**WHAT THE TASK REQUIRES:** When you write out the listing below, keep each word exactly as it stands and drop the pictures.

**INPUT DATA:**
______________________________
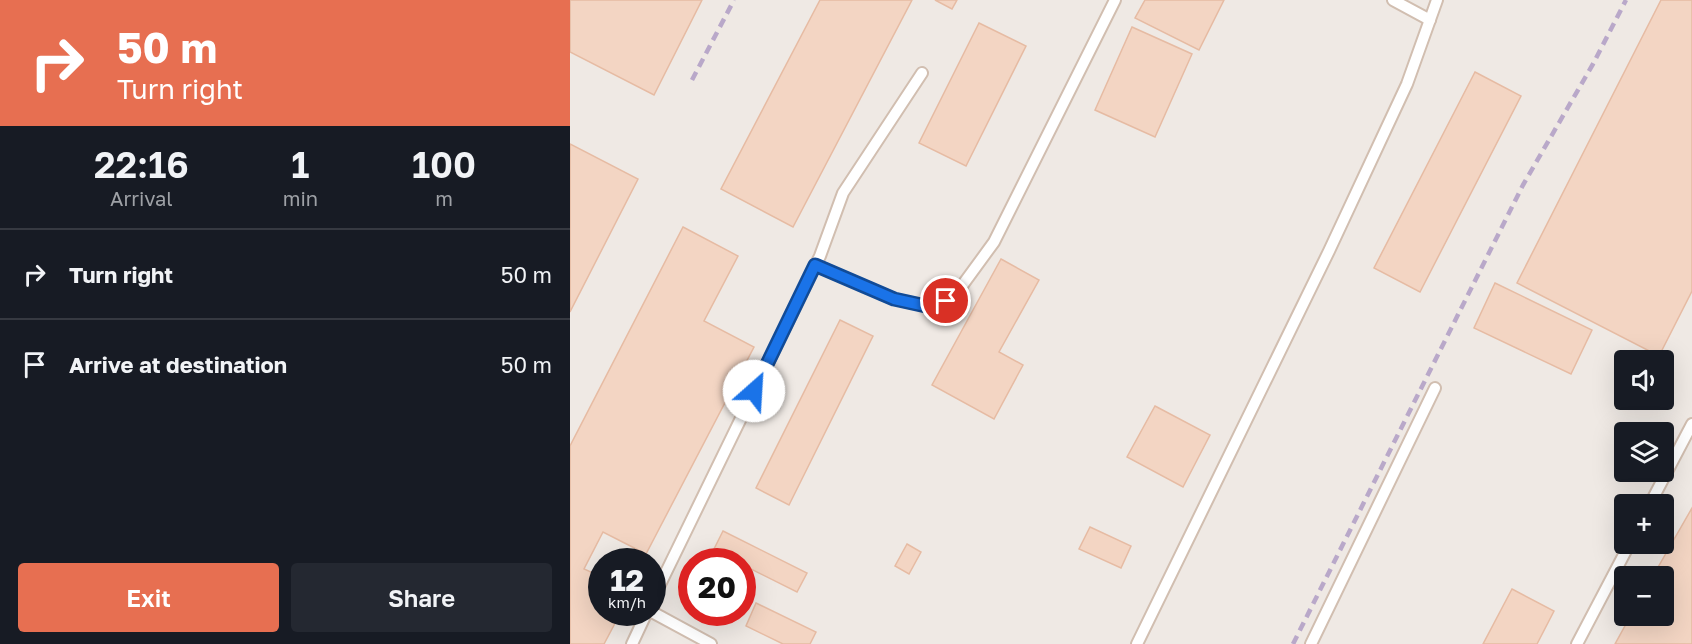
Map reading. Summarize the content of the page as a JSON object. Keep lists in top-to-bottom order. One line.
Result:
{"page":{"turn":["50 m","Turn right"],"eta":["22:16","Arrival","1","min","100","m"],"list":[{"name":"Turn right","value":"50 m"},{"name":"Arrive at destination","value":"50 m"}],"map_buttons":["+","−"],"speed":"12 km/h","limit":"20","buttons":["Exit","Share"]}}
______________________________
**WRITTEN ANSWER:**
Map reading. Summarize the content of the page as a JSON object. Keep lists in top-to-bottom order. One line.
Result:
{"page":{"turn":["50 m","Turn right"],"eta":["22:16","Arrival","1","min","100","m"],"list":[{"name":"Turn right","value":"50 m"},{"name":"Arrive at destination","value":"50 m"}],"map_buttons":["+","−"],"speed":"12 km/h","limit":"20","buttons":["Exit","Share"]}}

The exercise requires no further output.